O ultimo tópico a ser enfocado é a logica formal utilizada pelo acusador publico. A logica formal se ocupa de analisar e demonstrar os fatos de forma adequada e de acordo com o oficio daquele que a utiliza.
Explicitado o objetivo dessa dissertação, veremos a seguir as relações que os três tópicos citados tem com a ação penal 471, também conhecida como o julgamento do “mensalão”, e a importância para o devido processo legal.
FORO POR PRERROGATIVA DE FUNÇÃO
Algumas pessoas, tendo em vista a importância do cargo público que ocupam, são julgadas e processadas criminalmente por órgãos jurisdicionais superiores, distintos do foro comum previsto aos cidadãos em geral. Há pessoas que exercem cargos de especial relevância no Estado e, em atenção a esses cargos ou funções que exercem no cenário político-jurídico da nossa Pátria, gozam elas de foro especial, isto é, não serão processadas e julgadas como qualquer do povo, pelos órgãos comuns, mas, pelos órgãos superiores, de instância mais elevada. Nesse exercício jurisdicional levado a termo por órgãos diferenciados, relevando-se o cargo ou a função pública da pessoa, é que se verifica a competência pela prerrogativa de função (art. 69, VII, CPP).

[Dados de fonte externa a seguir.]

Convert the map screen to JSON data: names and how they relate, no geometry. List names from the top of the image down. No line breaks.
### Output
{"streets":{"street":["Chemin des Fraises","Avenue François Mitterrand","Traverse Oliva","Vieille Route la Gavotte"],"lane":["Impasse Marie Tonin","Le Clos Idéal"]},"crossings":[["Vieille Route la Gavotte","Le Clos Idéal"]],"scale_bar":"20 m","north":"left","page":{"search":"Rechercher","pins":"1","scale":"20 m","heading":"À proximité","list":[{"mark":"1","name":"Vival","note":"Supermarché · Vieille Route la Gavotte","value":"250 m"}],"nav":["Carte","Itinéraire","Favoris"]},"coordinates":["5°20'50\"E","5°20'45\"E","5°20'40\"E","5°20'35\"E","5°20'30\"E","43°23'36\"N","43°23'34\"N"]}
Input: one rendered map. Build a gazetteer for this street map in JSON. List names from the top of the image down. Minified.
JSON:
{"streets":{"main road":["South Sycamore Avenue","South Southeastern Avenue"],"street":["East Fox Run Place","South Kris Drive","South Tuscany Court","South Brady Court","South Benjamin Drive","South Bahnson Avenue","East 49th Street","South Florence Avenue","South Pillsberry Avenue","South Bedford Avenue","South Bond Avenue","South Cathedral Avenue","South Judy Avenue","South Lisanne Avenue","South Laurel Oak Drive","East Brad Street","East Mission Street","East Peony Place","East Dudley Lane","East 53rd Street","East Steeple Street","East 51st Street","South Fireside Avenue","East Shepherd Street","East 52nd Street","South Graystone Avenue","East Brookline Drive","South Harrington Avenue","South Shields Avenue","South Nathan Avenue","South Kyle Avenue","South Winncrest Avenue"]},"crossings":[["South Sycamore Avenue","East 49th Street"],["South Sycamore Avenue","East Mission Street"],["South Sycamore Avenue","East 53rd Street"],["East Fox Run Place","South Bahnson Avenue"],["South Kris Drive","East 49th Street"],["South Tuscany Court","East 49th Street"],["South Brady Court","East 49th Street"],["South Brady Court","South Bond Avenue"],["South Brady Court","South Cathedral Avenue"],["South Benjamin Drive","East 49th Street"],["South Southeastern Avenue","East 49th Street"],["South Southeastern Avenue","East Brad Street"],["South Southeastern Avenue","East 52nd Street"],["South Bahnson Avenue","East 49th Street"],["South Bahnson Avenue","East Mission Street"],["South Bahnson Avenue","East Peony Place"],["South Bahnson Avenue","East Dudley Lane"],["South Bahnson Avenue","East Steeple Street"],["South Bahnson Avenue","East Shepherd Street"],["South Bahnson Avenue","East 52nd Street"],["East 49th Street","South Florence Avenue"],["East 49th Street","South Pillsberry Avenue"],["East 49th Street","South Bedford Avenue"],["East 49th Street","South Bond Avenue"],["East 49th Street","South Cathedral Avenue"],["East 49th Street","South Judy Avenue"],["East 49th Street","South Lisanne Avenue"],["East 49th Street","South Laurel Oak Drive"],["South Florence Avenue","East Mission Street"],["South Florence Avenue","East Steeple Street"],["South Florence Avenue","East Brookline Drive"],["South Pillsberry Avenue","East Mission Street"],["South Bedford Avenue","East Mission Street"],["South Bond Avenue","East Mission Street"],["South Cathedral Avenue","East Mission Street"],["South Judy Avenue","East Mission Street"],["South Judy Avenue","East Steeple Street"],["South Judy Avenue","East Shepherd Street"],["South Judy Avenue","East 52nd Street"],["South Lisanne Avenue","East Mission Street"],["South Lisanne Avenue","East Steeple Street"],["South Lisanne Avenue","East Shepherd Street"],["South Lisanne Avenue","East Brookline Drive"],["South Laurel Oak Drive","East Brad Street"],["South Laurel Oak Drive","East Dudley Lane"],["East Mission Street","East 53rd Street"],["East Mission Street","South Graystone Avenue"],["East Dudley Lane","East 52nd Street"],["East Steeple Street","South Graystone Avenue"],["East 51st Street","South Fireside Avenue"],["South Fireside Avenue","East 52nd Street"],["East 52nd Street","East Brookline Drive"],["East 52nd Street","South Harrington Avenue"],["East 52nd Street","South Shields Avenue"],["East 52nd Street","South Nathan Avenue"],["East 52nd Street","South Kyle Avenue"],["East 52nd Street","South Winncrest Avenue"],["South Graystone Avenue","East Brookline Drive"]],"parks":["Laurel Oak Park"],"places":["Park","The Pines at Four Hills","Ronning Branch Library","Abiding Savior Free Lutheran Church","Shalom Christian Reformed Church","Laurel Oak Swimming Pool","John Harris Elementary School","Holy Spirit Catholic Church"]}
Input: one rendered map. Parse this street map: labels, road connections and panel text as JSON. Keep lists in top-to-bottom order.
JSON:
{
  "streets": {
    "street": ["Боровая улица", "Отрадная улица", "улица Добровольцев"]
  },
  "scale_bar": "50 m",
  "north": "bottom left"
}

Visa proteger o cargo ocupado pelo indivíduo (não o próprio indivíduo); preservar a independência do agente político, no exercício de sua função, e garantir o princípio da hierarquia, não podendo ser tratado como se fosse um simples privilégio estabelecido em razão da pessoa. Há regra de conexão, que não é absoluta (ex.: julgamento do mensalão). A classificação para definir tais julgamentos consta na lei, sendo que indivíduos que ocupem cargos públicos de abrangência pública serão julgados, por assim dizer, de forma mais “severa” – não é um privilégio como algo bom. O foro por prerrogativa de função é absolutamente legítimo e está presente na CF (ex.: art. 102; 105), ou, pode também pode estar estabelecido em outro ordenamento da lei que não seja a CF.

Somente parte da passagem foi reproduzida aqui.